MPLS is called multiprotocol because it works with the Internet IP, ATM, and frame relay network protocols. With reference to the OSI model, MPLS allows most packets to be forwarded at the layer 2 (switching) level rather than at the layer 3 (routing) level. In addition to moving traffic faster overall, MPLS makes it easy to manage a network for quality of service (QoS).
A Label Switch Path (LSP) can be established in MPLS that crosses multiple Layer 2 transports like ATM, Frame Relay or Ethernet. Thus, one of the true promises of MPLS is the ability to create end-to-end circuits, with specific performance characteristics, across any type of transport medium, eliminating the need for overlay networks or Layer 2 only control mechanisms.

IPLC basically uses Layer 3 (Routing) to build a path for the data to flow in the network. Data routing in an IPLC is done using complex route lookups based on the destination IP address. The routing hardware finds the shortest path between the source and destination IP addresses to send data. This can be a hardware intensive task in times of heavy traffic leading to slower data traffic speeds. With hardware becoming more powerful every day, this is not such a major issue.

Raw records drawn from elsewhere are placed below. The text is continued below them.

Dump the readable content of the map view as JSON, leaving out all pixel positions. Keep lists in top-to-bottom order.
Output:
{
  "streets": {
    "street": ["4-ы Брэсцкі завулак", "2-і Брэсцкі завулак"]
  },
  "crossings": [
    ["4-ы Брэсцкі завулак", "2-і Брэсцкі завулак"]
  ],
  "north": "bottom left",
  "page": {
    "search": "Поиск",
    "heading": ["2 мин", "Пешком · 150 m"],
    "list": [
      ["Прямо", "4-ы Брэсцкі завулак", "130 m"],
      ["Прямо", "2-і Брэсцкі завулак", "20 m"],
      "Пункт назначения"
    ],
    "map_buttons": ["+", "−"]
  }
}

However, IPLC has major drawbacks in situations where traffic engineering and setting performance characteristics for different classes of traffic are required. Factors like delay and jitter also come into the picture in an IPLC connection that can cause major drops in QoS levels. This can cause problems in networks where data like video-conferencing are used.
MPLS has an edge over IPLC on this front since it provides network administrators the ability to set the path traffic will take through the network, and set performance characteristics for a class of traffic.

If your network requirements are such that you only need point-to-point connectivity, an IPLC typically will cost less than an MPLS circuit. Since an IPLC is your own private circuit, you can use your managed switches to prioritize traffic. But if you have any near future to add a third node to this network, MPLS will be the best way to go

MPLS could provide at least 2 types of link for this.
a) You can have a layer 2 MPLS (which sort of pretends to be an Ethernet WAN link of various flavours).
this type of service normally needs Ethernet access at each site -so you can connect directly to your LAN switches (but you shouldstill route over the WAN to control what is going on).

Or go for a L3 service - tends to cost more, but more flexible, and likely to allow other services if you want them.
Then you have to decide whether you run the CE routers on the service, or get that bundled, or hook direct to your WAN switches.
Then decide what QoS you want if any, what speed access tails and what type of connections, then possibly how much bandwidth to be rate limited.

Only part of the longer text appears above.